* Task requirements
Without including any picture, write out the entries exactly as they stand.

[Stored items]

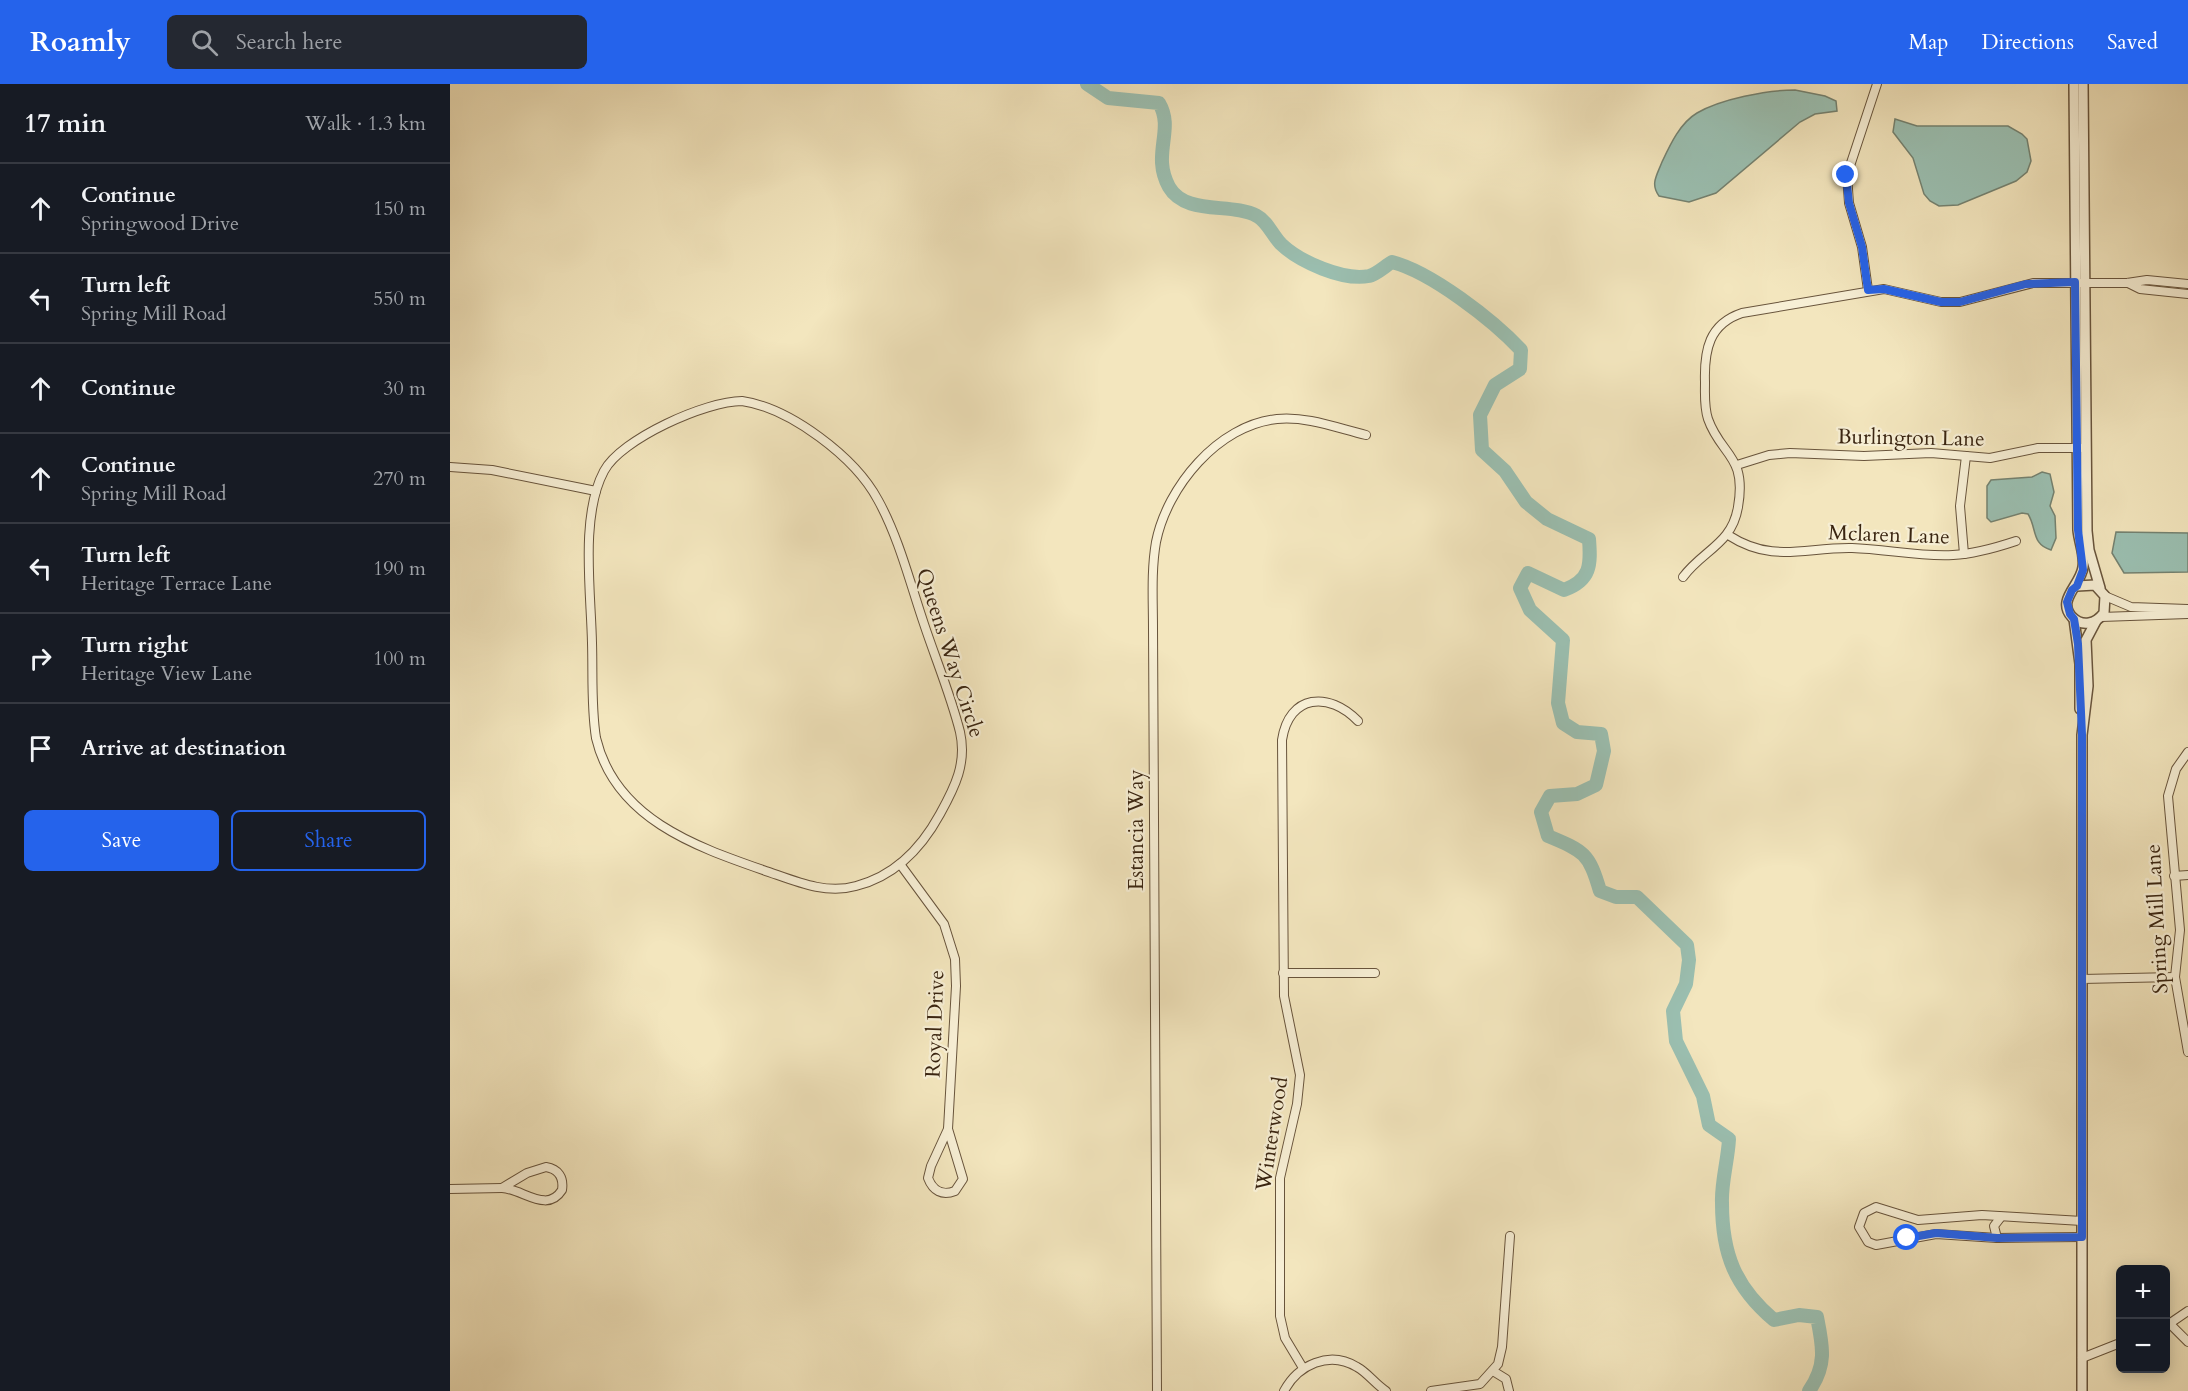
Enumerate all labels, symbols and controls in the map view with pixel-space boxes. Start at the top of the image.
search box [167,15,587,69]
text: Roamly [30,23,131,61]
icon: search [188,26,221,59]
text: Search here [236,27,342,57]
text: Map [1908,28,1948,57]
text: Directions [1981,28,2074,57]
text: Saved [2107,28,2158,57]
text: 17 min [24,106,107,141]
text: Walk · 1.3 km [305,110,426,137]
route end [1832,161,1858,187]
text: Continue [81,180,176,210]
icon: ahead [24,192,57,225]
text: 150 m [373,195,426,222]
text: Springwood Drive [81,210,239,237]
text: Turn left [81,270,170,300]
icon: left [24,282,57,315]
text: 550 m [373,285,426,312]
text: Spring Mill Road [81,300,227,327]
icon: ahead [24,372,57,405]
text: Continue [81,373,176,403]
text: 30 m [383,375,426,402]
street label: Burlington Lane [1837,422,1985,454]
text: Continue [81,450,176,480]
icon: ahead [24,462,57,495]
text: 270 m [373,465,426,492]
text: Spring Mill Road [81,480,227,507]
street label: Mclaren Lane [1828,518,1950,552]
text: Turn left [81,540,170,570]
icon: left [24,552,57,585]
text: 190 m [373,555,426,582]
street label: Queens Way Circle [909,565,991,741]
text: Heritage Terrace Lane [81,570,272,597]
text: Turn right [81,630,188,660]
icon: right [24,642,57,675]
text: 100 m [373,645,426,672]
text: Heritage View Lane [81,660,252,687]
icon: arrive [24,732,57,765]
text: Arrive at destination [81,733,286,763]
street label: Estancia Way [1122,769,1151,891]
button: Save [24,810,219,871]
button: Share [231,810,426,871]
street label: Spring Mill Lane [2139,843,2175,995]
street label: Royal Drive [919,970,951,1078]
street label: Winterwood [1248,1075,1295,1194]
route start [1893,1224,1919,1250]
map controls [2116,1265,2170,1373]
button: + [2116,1265,2170,1319]
button: − [2116,1319,2170,1373]

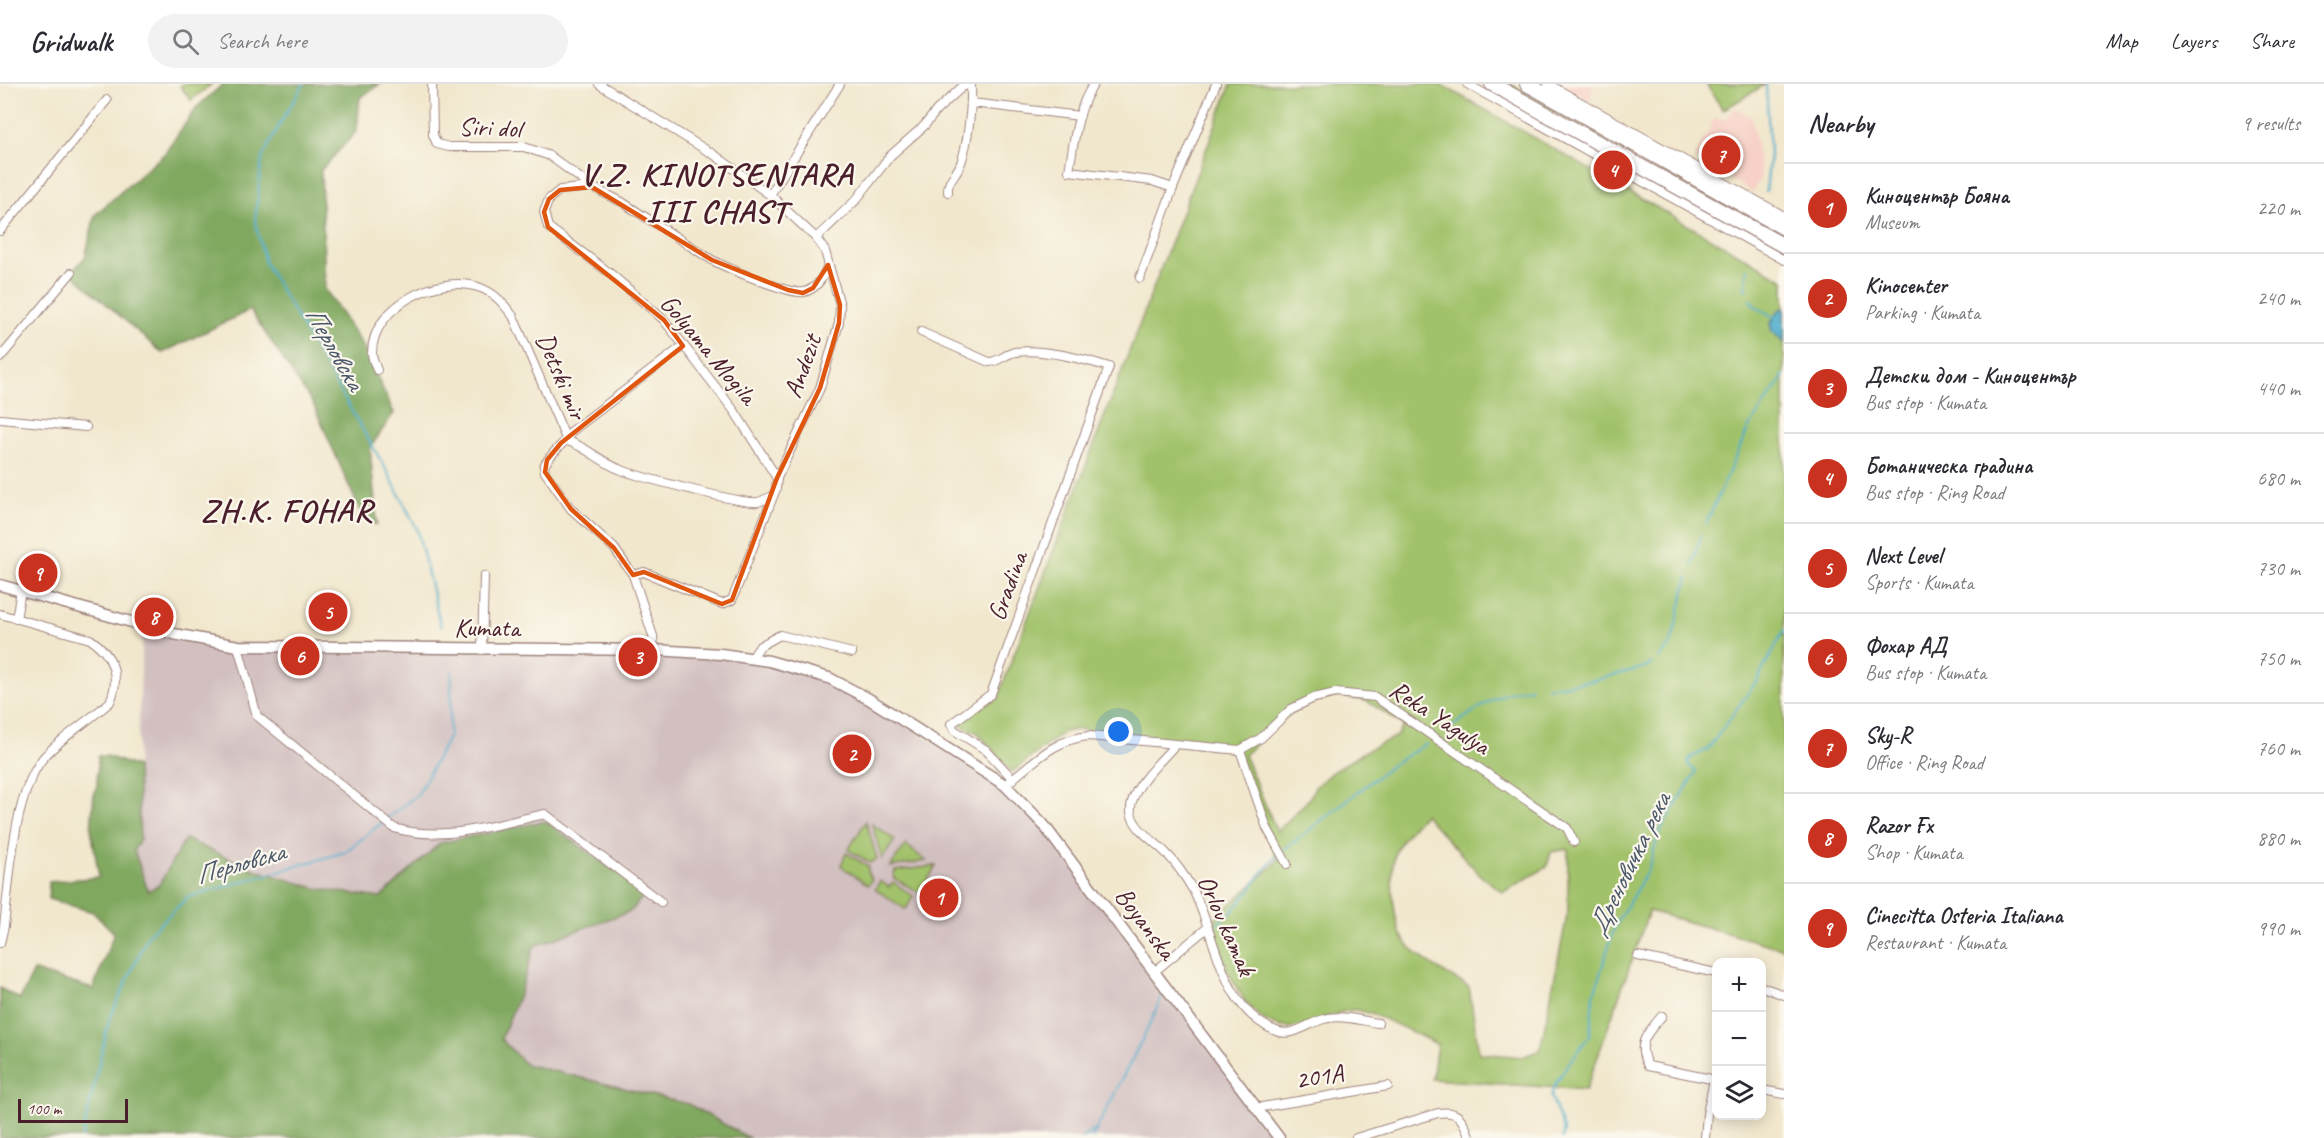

* Solution for this task
Enumerate all labels, symbols and controls in the map view with pixel-space boxes. Start at the top of the image.
search box [167,15,587,69]
text: Roamly [30,23,131,61]
icon: search [188,26,221,59]
text: Search here [236,27,342,57]
text: Map [1908,28,1948,57]
text: Directions [1981,28,2074,57]
text: Saved [2107,28,2158,57]
text: 17 min [24,106,107,141]
text: Walk · 1.3 km [305,110,426,137]
route end [1832,161,1858,187]
text: Continue [81,180,176,210]
icon: ahead [24,192,57,225]
text: 150 m [373,195,426,222]
text: Springwood Drive [81,210,239,237]
text: Turn left [81,270,170,300]
icon: left [24,282,57,315]
text: 550 m [373,285,426,312]
text: Spring Mill Road [81,300,227,327]
icon: ahead [24,372,57,405]
text: Continue [81,373,176,403]
text: 30 m [383,375,426,402]
street label: Burlington Lane [1837,422,1985,454]
text: Continue [81,450,176,480]
icon: ahead [24,462,57,495]
text: 270 m [373,465,426,492]
text: Spring Mill Road [81,480,227,507]
street label: Mclaren Lane [1828,518,1950,552]
text: Turn left [81,540,170,570]
icon: left [24,552,57,585]
text: 190 m [373,555,426,582]
street label: Queens Way Circle [909,565,991,741]
text: Heritage Terrace Lane [81,570,272,597]
text: Turn right [81,630,188,660]
icon: right [24,642,57,675]
text: 100 m [373,645,426,672]
text: Heritage View Lane [81,660,252,687]
icon: arrive [24,732,57,765]
text: Arrive at destination [81,733,286,763]
street label: Estancia Way [1122,769,1151,891]
button: Save [24,810,219,871]
button: Share [231,810,426,871]
street label: Spring Mill Lane [2139,843,2175,995]
street label: Royal Drive [919,970,951,1078]
street label: Winterwood [1248,1075,1295,1194]
route start [1893,1224,1919,1250]
map controls [2116,1265,2170,1373]
button: + [2116,1265,2170,1319]
button: − [2116,1319,2170,1373]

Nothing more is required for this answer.